The 'Glorious' Procession of the last King Charles from the Tower of London

Date: 24 April 2023

Author: Alden Gregory

As the country prepares for the coronation of His Majesty King Charles III, our Curator of Historic Buildings, Alden Gregory, takes a look at the coronation of the last King Charles to sit on the throne and the last coronation in which the Tower of London played a starring role.

I have often stood on Tower Hill trying to imagine the scenes that took place there on 22 April 1661, for the coronation of King Charles II. That great swathe of open ground between the Tower of London and the City of London – a place synonymous with executions where the scaffold watched ominously over that morning’s proceedings – filled with men, women, and horses all in their finery.
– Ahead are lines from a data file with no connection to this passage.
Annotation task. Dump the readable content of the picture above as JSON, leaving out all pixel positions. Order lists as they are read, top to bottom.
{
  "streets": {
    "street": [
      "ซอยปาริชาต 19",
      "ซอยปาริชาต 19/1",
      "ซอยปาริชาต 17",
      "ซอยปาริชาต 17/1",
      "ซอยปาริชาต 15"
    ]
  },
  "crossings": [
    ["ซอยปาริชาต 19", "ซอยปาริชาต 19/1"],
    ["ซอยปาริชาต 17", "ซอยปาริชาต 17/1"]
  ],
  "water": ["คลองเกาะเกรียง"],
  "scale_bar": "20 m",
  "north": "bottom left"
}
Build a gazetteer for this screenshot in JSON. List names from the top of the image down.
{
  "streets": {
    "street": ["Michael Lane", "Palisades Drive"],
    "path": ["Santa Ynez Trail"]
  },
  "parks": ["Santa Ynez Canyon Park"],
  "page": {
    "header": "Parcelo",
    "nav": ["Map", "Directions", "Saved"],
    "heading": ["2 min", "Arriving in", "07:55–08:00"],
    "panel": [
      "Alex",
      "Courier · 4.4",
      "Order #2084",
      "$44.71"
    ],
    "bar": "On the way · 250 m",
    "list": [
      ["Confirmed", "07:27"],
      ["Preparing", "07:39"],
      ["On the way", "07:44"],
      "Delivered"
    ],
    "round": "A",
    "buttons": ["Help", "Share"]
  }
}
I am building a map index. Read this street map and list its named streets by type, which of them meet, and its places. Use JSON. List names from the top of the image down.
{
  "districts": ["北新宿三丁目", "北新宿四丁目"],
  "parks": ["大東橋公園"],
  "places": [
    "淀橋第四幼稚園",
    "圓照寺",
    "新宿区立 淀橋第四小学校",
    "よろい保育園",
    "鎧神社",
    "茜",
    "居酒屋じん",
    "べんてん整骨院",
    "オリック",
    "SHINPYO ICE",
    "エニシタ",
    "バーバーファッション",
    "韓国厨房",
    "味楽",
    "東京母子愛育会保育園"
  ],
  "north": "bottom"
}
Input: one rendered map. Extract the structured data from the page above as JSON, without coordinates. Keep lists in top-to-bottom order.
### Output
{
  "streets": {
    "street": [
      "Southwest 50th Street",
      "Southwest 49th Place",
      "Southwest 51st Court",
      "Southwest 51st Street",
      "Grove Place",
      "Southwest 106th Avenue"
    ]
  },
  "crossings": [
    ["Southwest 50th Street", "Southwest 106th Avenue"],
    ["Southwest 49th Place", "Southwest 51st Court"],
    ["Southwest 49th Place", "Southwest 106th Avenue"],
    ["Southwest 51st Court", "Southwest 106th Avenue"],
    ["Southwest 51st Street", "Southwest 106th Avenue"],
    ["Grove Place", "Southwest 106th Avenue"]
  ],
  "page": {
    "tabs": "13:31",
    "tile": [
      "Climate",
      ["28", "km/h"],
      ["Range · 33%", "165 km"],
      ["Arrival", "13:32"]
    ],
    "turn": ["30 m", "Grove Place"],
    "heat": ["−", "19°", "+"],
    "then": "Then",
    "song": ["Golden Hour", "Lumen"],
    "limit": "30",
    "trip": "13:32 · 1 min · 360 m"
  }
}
The febrile atmosphere, both tense and excited, cut through with the barked orders of the Officers of Arms, the jangle of horse harness, and the rehearsing of drums and trumpets.

A new King, Charles II, was to be crowned at Westminster Abbey the next day and, following the tradition established by his predecessor Richard II and maintained by almost every monarch since, he had chosen to stage a grand coronation procession through London to the Abbey.

Coronation Traditions and the Right to Rule

The traditions of the coronation bestow a sense of legitimacy on the new reign and publicly and triumphantly confirm the monarch’s right to rule. For Charles, who had only recently restored the monarchy following two decades during which the country had witnessed civil war, the execution of his father Charles I, and a long period in which Oliver Cromwell had ruled as Lord Protector, that legitimacy and his right to rule had been hard won. By adopting the old traditions, Charles was saying to his people that business as usual had been restored.

Portrait of Charles II by John Michael Wright

Image: Royal Collection Trust / © His Majesty King Charles III 2023

A Tower Fit for a King…?

In the days before the procession, proclamations had been printed and distributed to the participants. As tradition demanded the Tower of London was to be the starting point for the procession, but the organisers had concerns about its capacity. It had been over 30 years since the Tower had last hosted a coronation procession and things had changed. The old royal palace at its centre had become ruinous and its buildings either pulled down or converted to storage, and new warehouses and workshops had begun to spring up in response to the Tower’s increasingly industrial and military functions.

To prevent the disorder of overcrowding, only the highest ranked nobility, courtiers, and their servants would be permitted entry into the Tower; the rest – many hundreds in number – were to assemble with their horses on Tower Hill by 8 o’clock in the morning, there to be organised into processional order by the Officers of Arms. The proclamation further insisted that no "unruly or striking Horse" was to be ridden in the procession. The organisers were keen that nothing should go wrong; for a coronation to confer the right sense of legitimacy on the new monarch it must go without a hitch.

Three-quarter length, facing half-left, wearing a buff-coat with embroidered sleeves under a breast plate and crimson sash, with a gold-hilted small-sword and silver knobbed stick. The White Tower is seen in the background and on a table are to be seen the robes and chain of office of the Lord Mayor of London. Inscribed in the upper Right Hand corner '[Isaac Pennington] London. Urb. Prefectus.'

Image: Sir John Robinson, Lieutenant of the Tower, with whom Charles II shared breakfast in the King's House before his coronation procession. © Royal Armouries

As the procession was being assembled on Tower Hill, King Charles was making his way to the Tower by royal barge from his palace at Whitehall. Breaking with one tradition, Charles had not spent the night before his procession in the Tower, there no longer being suitable royal apartments in which he could stay.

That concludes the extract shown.